- Abbreviation: RMP
- President: Mohamed Amin Didi
- Founded: 23 September 1951
- Dissolved: 1954
- Headquarters: Malé, Maldives
- Membership: 4741
- Ideology: Nationalism Republicanism

= Rayyithunge Muthagaddim Party =

Political party in Maldives from 1951 to 1954

Rayyithunge Muthagaddim Party (RMP; Peoples' Progressive Party, or Peoples' Progress Party) was the first political party formed in the Maldives.

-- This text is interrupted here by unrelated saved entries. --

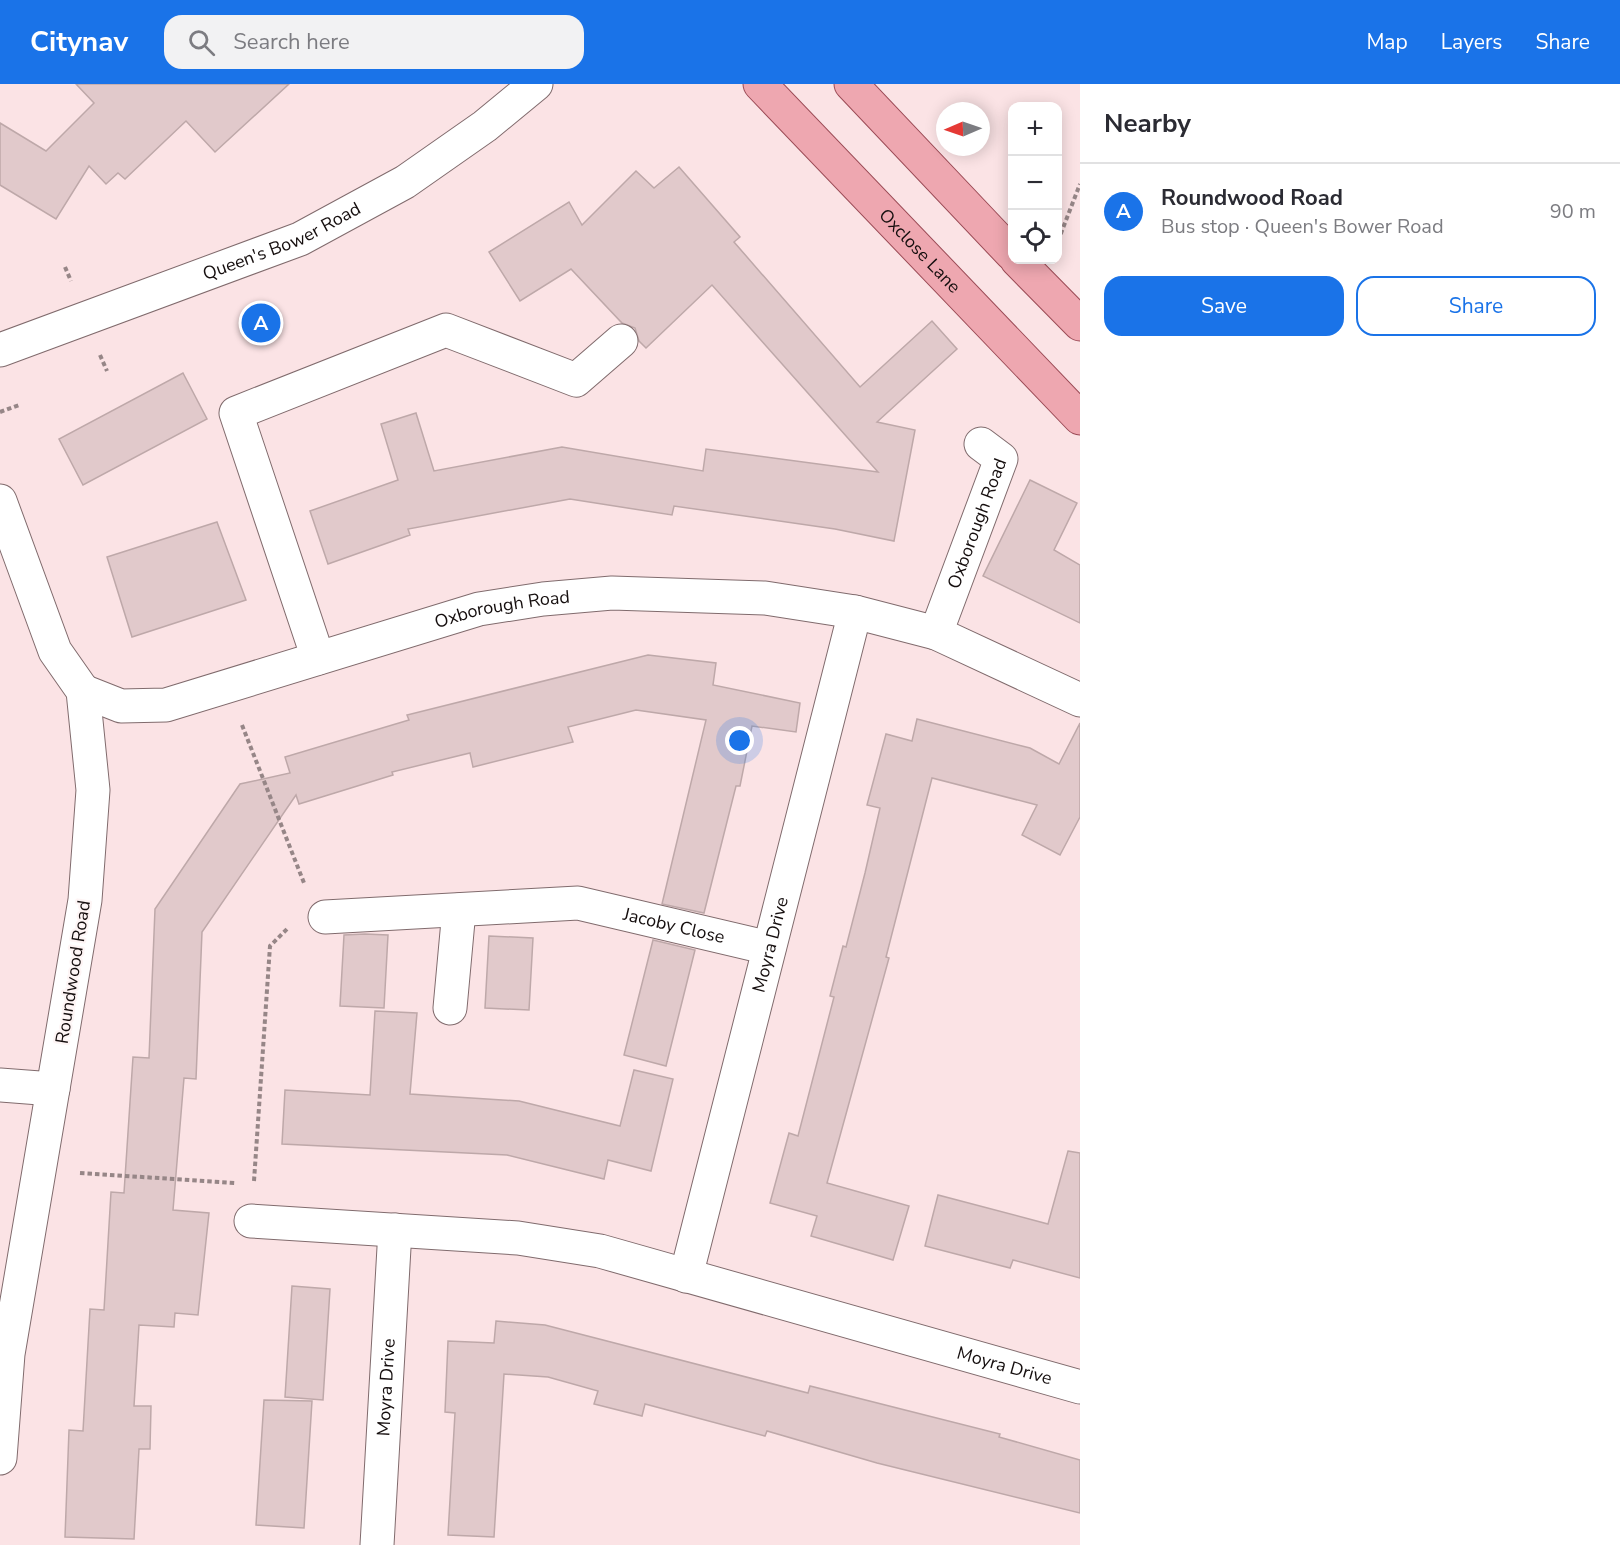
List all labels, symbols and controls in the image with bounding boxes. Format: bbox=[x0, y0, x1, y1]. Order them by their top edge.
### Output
search box bbox=[164, 15, 584, 69]
text: Citynav bbox=[30, 23, 128, 61]
icon: search bbox=[185, 26, 218, 59]
text: Search here bbox=[233, 27, 350, 57]
text: Map bbox=[1366, 28, 1408, 56]
text: Layers bbox=[1441, 28, 1502, 56]
text: Share bbox=[1535, 28, 1590, 56]
north arrow bbox=[936, 102, 990, 156]
map controls bbox=[1008, 102, 1062, 264]
button: + bbox=[1008, 102, 1062, 156]
text: Nearby bbox=[1104, 106, 1191, 141]
button: − bbox=[1008, 156, 1062, 210]
text: Roundwood Road bbox=[1161, 183, 1343, 213]
street label: Queen's Bower Road bbox=[199, 196, 365, 286]
text: A bbox=[1116, 198, 1131, 225]
text: 90 m bbox=[1550, 198, 1596, 225]
street label: Oxclose Lane bbox=[874, 203, 966, 298]
button: locate bbox=[1008, 210, 1062, 264]
text: Bus stop · Queen's Bower Road bbox=[1161, 213, 1444, 240]
button: Save bbox=[1104, 276, 1344, 336]
button: Share bbox=[1356, 276, 1596, 336]
pin: A bbox=[242, 300, 280, 346]
street label: Oxborough Road bbox=[942, 455, 1012, 592]
street label: Oxborough Road bbox=[431, 585, 571, 634]
your location bbox=[725, 726, 754, 755]
street label: Moyra Drive bbox=[747, 894, 794, 995]
street label: Roundwood Road bbox=[50, 899, 96, 1045]
street label: Jacoby Close bbox=[620, 902, 727, 949]
street label: Moyra Drive bbox=[371, 1338, 401, 1437]
street label: Moyra Drive bbox=[954, 1341, 1055, 1390]

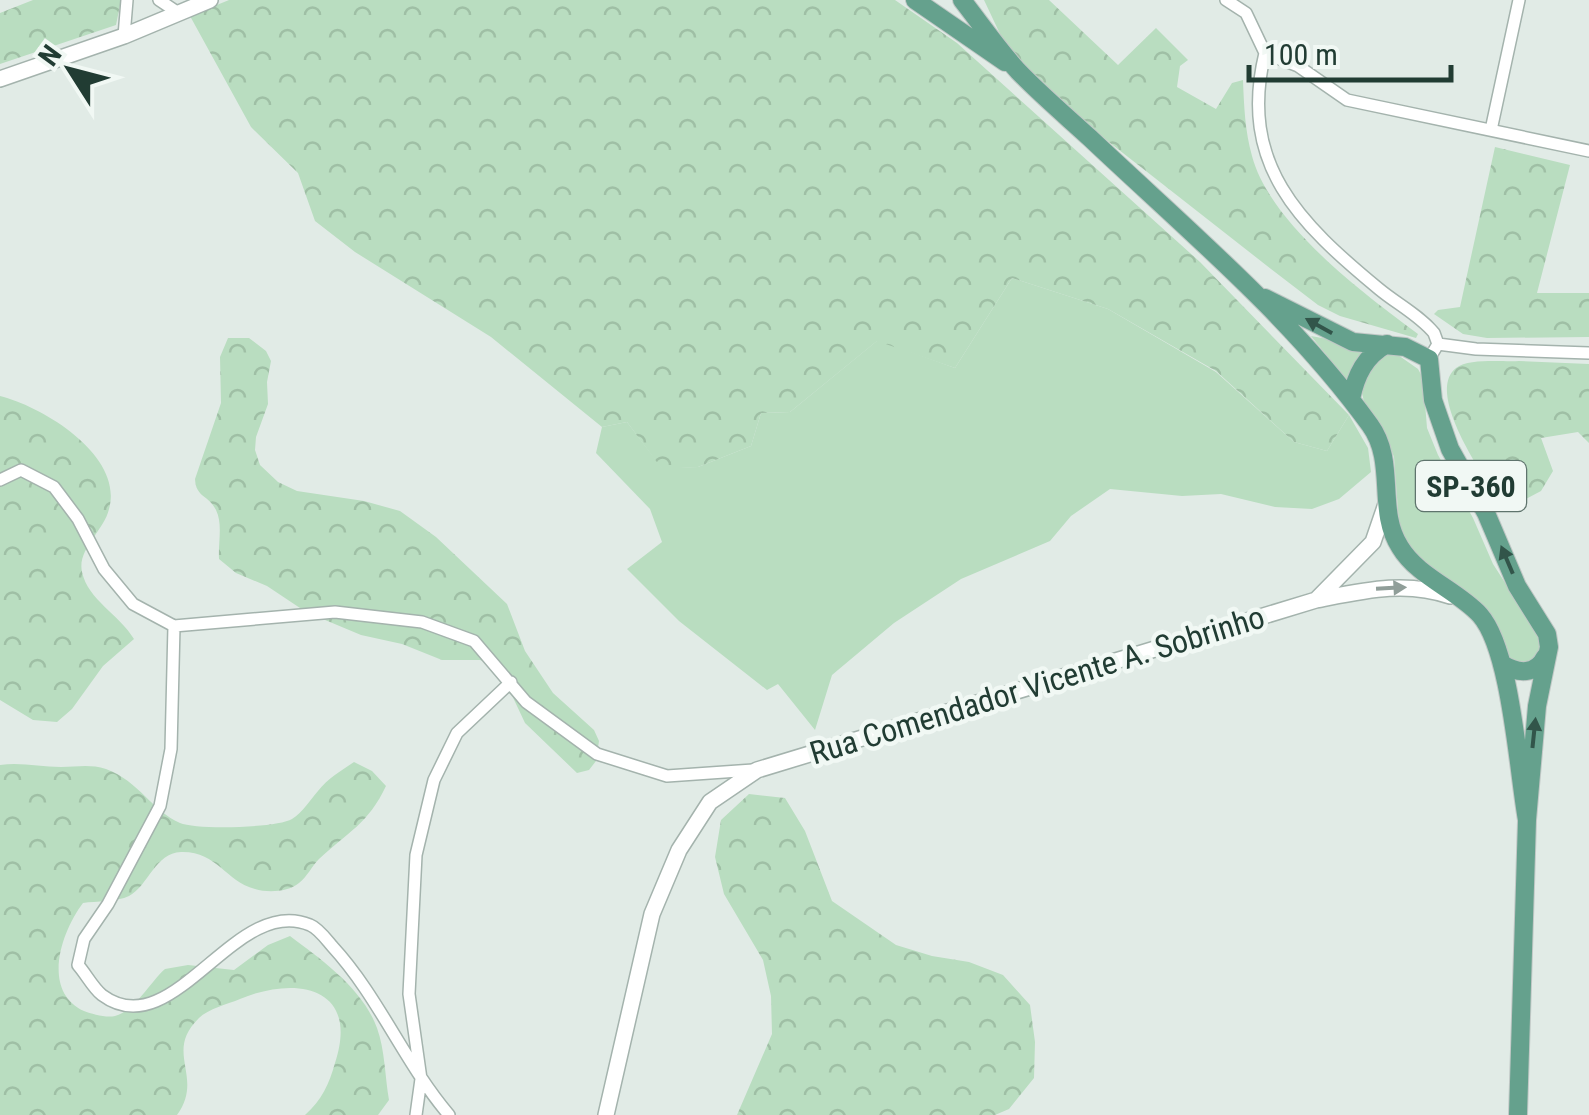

Despite the government of Mohamed Amin Didi theoretically operating within a democratic system of governance, the party had no official opposition parties from formation to dissolution, and was the only party in the First Republic of the Maldives. This could have been because there was no straightforward approach towards organizing and forming political parties within the political system back then.

==History==
The party was registered on 23 September 1951 and officially commenced on 9 October 1951 with Mohamed Amin Didi and Ibrahim Muhammad Didi as the President and Chief Vice President respectively.

The party's objection was written in the handbook to find a way to benefit the country and the people, promote unity among the people.

Throughout Maldivian history, families were ruled were "parties". Although RMP was officially the first political party, it wasn't the first group in history as the country has been ruled in groups based on family ties. Such political families had major leadership roles in the government such as the Athireege family, Kakkaage family, and the Eggamuge family.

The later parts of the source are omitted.